If the photographic projects of the first half of his career focused mostly on English places and social groups, Parr later applied his lens to locations all over the world, including Hong Kong, the Acropolis in Athens, the Amalfi Coast and Machu Picchu. His interest in Asian photographic traditions led to two books that he collected and edited, 2004’s The Photography Book: A History, Volume One, which highlighted Japan’s central role in the genre, and the 2015 Chinese Photography Book.
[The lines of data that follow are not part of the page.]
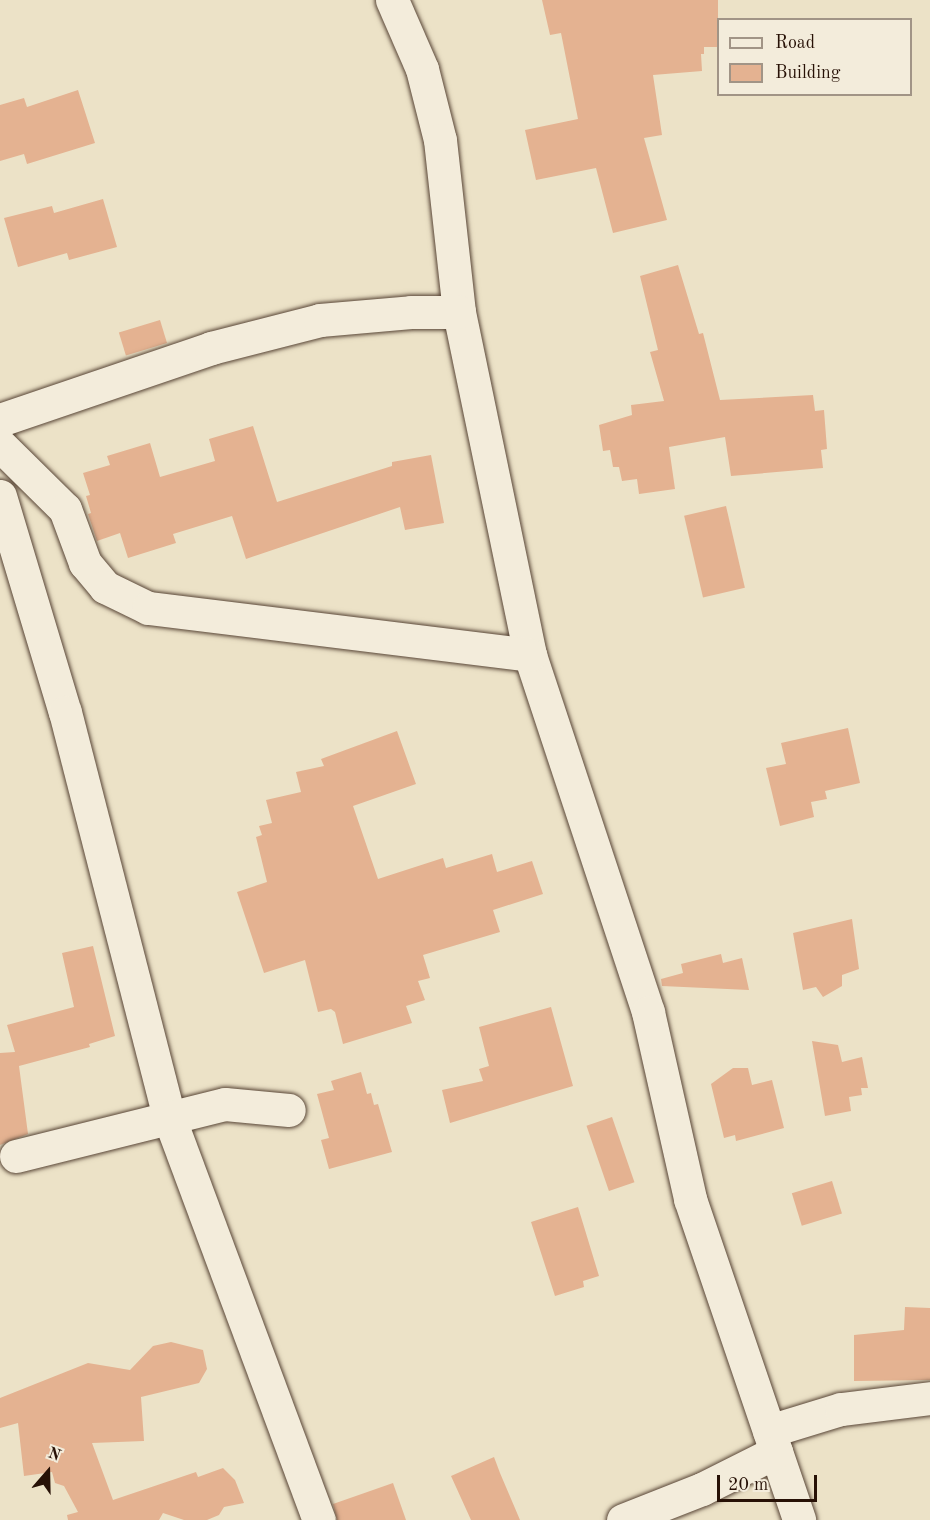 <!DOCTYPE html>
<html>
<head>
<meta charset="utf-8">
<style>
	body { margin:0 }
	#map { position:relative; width:930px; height:1520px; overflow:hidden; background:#ece2c7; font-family:"Old Standard TT",serif }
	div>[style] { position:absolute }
	.building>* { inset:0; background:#e4b291; transform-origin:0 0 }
	.roads { filter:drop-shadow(0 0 2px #584536) drop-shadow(0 0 2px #584536) }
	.street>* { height:33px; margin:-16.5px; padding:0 16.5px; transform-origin:16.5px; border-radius:16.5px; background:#f3ecdb }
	span { translate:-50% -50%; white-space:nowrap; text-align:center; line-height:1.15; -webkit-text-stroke:4.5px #f3ecdb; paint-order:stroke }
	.legend { position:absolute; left:717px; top:18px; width:195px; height:78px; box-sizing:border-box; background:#f3ecdb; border:2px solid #a19486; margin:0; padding:8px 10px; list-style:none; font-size:18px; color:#271106 }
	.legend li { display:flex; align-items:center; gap:12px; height:30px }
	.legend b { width:30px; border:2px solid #a19486 }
	.north { position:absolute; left:18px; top:1442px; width:60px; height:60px; -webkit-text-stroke:4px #f3ecdb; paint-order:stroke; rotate:20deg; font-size:16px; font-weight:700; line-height:24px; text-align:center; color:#271106 }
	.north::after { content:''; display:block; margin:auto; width:21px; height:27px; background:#271106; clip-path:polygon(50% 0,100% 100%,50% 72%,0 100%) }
	.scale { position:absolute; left:717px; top:1475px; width:100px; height:27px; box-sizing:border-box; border:3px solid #271106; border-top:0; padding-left:8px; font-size:18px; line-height:21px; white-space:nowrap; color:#271106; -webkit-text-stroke:4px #f3ecdb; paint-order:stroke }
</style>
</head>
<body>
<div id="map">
	<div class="building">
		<i style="clip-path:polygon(542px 0,718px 0,718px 47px,704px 47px,704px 54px,701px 54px,702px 71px,653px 75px,662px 135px,644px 138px,667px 220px,613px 233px,596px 168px,536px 180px,525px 130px,578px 119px,561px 33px,550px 35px)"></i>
		<i style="clip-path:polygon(78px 90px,95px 143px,27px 164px,24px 154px,0 161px,0 105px,24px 98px,27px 107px)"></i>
		<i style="clip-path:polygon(103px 199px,117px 247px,69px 260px,67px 253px,18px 267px,4px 218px,52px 206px,54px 213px)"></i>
		<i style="clip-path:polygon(678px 265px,699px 334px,703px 333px,720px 400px,813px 395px,815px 411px,824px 410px,827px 449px,821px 450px,823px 468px,731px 476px,725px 437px,669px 447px,675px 489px,639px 494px,637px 479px,622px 481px,619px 467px,613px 467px,610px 450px,603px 451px,599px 425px,632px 415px,631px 405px,664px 401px,650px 352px,658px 350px,640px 276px)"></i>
		<i style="left:160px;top:320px;width:24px;height:43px;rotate:73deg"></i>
		<i style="clip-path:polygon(253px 426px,277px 502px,392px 466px,392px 462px,431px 455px,444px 523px,405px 530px,400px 507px,246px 559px,232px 516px,173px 534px,176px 543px,128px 558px,120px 533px,97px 541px,88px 514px,91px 513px,86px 496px,90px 495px,83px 473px,110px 465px,107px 456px,150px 443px,160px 477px,215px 461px,209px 439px)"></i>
		<i style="left:726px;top:506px;width:84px;height:43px;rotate:77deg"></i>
		<i style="clip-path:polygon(848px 728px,860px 783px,825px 791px,827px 799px,811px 802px,814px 817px,780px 826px,766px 768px,786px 764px,781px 743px)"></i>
		<i style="clip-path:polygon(397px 731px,416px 784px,353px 806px,378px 879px,443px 858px,446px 868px,492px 854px,497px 872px,532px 861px,543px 894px,493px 910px,500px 932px,423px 955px,430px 978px,418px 981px,425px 1000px,406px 1006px,412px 1023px,343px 1044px,335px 1012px,331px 1009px,318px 1012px,305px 960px,264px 973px,237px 892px,267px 882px,256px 837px,262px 835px,259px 826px,272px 823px,266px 800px,301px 792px,296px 772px,324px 766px,321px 759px)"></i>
		<i style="clip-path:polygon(852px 919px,859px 969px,842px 975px,842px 986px,823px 997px,816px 987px,803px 990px,793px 933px)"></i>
		<i style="clip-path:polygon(93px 946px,115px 1036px,89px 1044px,90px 1047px,19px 1066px,28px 1134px,0 1145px,0 1053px,15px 1052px,7px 1025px,74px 1007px,62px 953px)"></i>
		<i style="clip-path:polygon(721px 954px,723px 963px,742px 958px,749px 990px,662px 986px,661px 979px,683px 973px,681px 964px)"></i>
		<i style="clip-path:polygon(551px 1007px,573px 1086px,450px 1123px,442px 1090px,483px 1081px,479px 1069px,489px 1066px,479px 1027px)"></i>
		<i style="clip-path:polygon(812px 1041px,838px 1045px,842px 1062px,862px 1057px,868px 1088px,861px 1088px,862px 1095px,849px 1097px,851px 1111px,825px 1116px)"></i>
		<i style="clip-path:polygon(733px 1068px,748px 1068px,752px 1085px,772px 1080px,784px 1128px,736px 1141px,735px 1135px,724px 1138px,711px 1084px)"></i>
		<i style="clip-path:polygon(361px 1072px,367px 1094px,371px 1093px,374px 1105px,378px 1104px,392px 1152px,329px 1169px,321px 1140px,329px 1138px,317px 1094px,334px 1090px,331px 1081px)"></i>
		<i style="left:612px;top:1117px;width:69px;height:27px;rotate:71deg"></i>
		<i style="left:832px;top:1181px;width:34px;height:42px;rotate:73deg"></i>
		<i style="clip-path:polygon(578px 1207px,599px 1276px,583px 1281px,584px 1287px,555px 1296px,531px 1222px)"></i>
		<i style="clip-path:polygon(905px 1307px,930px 1308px,930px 1380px,854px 1381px,854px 1335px,904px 1330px)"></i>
		<i style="clip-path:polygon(171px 1342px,203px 1350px,207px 1369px,199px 1383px,141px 1397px,144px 1441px,92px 1443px,113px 1500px,196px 1472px,198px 1477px,223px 1468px,235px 1480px,244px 1503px,224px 1507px,219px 1515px,207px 1520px,184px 1520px,163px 1513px,159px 1520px,68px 1520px,67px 1515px,78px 1512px,64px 1486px,55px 1483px,52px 1472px,24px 1476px,18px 1423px,0 1428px,0 1398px,88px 1363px,130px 1370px,153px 1346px)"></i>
		<i style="clip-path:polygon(494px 1457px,500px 1473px,520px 1520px,471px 1520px,451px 1476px)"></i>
		<i style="clip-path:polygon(393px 1483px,406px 1520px,337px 1520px,333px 1504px)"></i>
	</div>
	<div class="roads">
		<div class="street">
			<i style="left:392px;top:0;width:75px;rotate:66.5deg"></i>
			<i style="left:422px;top:69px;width:73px;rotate:75.8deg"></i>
			<i style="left:440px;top:140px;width:173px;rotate:83.7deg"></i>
			<i style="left:459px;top:312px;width:350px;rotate:78.3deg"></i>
			<i style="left:530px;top:655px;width:376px;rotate:71.7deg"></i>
			<i style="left:648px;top:1012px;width:192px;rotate:77.3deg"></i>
			<i style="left:690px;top:1199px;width:339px;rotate:71.2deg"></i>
			<i style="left:0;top:420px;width:223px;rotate:-18.8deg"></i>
			<i style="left:211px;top:348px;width:113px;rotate:-14.4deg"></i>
			<i style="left:320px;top:320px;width:91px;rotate:-5deg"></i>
			<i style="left:411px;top:312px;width:48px"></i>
			<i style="left:0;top:445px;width:91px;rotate:44.6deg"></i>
			<i style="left:65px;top:509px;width:58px;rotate:69.7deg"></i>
			<i style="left:85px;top:563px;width:31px;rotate:50deg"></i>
			<i style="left:105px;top:587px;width:48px;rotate:26deg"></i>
			<i style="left:148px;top:608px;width:385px;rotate:7deg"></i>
			<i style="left:0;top:496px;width:226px;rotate:73.3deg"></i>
			<i style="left:65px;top:712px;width:418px;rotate:75.6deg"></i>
			<i style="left:169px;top:1117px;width:430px;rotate:69.6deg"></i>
			<i style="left:16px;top:1156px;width:215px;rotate:-14deg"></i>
			<i style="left:225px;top:1104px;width:64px;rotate:5.4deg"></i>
			<i style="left:769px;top:1431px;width:75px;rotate:-17deg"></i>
			<i style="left:841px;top:1409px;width:90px;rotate:-7deg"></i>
			<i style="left:623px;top:1520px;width:85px;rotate:-21.4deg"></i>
			<i style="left:702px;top:1489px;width:83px;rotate:-26.6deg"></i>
		</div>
	</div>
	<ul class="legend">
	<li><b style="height:8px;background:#f3ecdb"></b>Road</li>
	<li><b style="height:16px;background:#e4b291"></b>Building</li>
	</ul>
	<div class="north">N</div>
	<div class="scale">20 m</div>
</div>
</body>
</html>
One of his first projects abroad, Japonis Endormis, a 1998 picture book of people sleeping on the Tokyo subway, cemented a lasting bond with Japan. “There is a great appreciation for observational photography in Japan, and Martin’s sense of humor and sarcasm translates well here,” said Lucille Repose and Yusuke Nakanishi, directors of the Kyotography Festival.

For the 2025 festival, the duo called on Barr to document the impact of overtourism on iconic Kyoto sites such as Kinkaku-ji Temple or the city’s cherry blossom sites. Japanese national broadcaster NHK followed Barr for several days. “Martin offered affection and criticism without cliché, and his deeply humane view of Kyoto will resonate here forever,” Reboz and Nakanishi said.

If in Britain Parr is remembered as a satirical chronicler of the English tradition, in countries such as France and Japan his status is that of a political artist observing modernity. Global Warning, a retrospective opening at the Jeu de Paume in late January next year, will focus on recurring themes of over-consumption, the spread of car culture and our dependence on technology.

Martin Parr takes photographs in Japan, where he developed his latest relationship following a photo book project in 1998. Photography: Artist/Hiroshi Yamauchi

“While his works have often focused on the English language, Japanese audiences have often responded more to the humor and sarcasm in his work, and to his universal commentary on human behavior, consumerism and globalization,” Rebus and Nakanishi said.